◆ DESCRIPTION OF THE TASK
Retrieve every line from the records in which the word "Marjane" occurs.

◆ TASK MATERIAL
※ ※ ※

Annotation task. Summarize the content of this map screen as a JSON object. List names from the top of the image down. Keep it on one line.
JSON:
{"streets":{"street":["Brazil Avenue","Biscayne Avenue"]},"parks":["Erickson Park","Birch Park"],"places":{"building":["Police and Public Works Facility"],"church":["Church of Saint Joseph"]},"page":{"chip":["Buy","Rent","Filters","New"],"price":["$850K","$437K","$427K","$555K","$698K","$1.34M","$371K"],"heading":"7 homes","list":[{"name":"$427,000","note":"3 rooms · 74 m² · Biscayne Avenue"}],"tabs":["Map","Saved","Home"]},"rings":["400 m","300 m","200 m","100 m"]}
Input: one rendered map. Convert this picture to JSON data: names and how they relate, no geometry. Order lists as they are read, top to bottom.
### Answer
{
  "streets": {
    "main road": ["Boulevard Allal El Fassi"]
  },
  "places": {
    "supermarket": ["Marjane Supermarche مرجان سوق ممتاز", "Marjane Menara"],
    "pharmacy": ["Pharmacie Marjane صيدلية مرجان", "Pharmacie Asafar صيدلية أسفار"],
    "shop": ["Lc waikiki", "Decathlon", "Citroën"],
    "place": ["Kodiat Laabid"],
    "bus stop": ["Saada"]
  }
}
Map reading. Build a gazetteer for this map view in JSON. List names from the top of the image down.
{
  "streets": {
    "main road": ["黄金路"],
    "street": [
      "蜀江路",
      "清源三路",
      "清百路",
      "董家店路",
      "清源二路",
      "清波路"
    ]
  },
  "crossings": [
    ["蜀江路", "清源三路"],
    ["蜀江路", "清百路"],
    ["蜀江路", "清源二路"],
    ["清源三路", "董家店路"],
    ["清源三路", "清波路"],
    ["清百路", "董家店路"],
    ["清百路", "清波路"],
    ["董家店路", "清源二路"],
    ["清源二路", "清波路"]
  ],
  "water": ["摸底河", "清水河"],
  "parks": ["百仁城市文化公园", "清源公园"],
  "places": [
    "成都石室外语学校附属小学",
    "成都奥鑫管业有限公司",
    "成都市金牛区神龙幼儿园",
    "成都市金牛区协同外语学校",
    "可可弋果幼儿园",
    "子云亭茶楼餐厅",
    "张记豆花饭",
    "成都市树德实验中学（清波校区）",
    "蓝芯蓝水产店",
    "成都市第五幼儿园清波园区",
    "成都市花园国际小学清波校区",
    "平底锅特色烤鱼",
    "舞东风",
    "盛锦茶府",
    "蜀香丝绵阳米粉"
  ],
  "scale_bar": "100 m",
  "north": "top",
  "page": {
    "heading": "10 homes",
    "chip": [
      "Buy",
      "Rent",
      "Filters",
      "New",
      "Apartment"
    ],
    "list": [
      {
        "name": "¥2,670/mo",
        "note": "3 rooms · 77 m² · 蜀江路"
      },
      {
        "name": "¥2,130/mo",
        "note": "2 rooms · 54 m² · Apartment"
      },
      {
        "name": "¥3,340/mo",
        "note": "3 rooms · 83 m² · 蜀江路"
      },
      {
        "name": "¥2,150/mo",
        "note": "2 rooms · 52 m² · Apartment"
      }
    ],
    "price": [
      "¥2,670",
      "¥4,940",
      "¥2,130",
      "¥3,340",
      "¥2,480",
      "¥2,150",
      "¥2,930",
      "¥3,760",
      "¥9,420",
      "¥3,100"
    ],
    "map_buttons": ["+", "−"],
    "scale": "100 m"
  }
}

※ ※ ※

◆ TASK ANSWER
    "supermarket": ["Marjane Supermarche مرجان سوق ممتاز", "Marjane Menara"],
    "pharmacy": ["Pharmacie Marjane صيدلية مرجان", "Pharmacie Asafar صيدلية أسفار"],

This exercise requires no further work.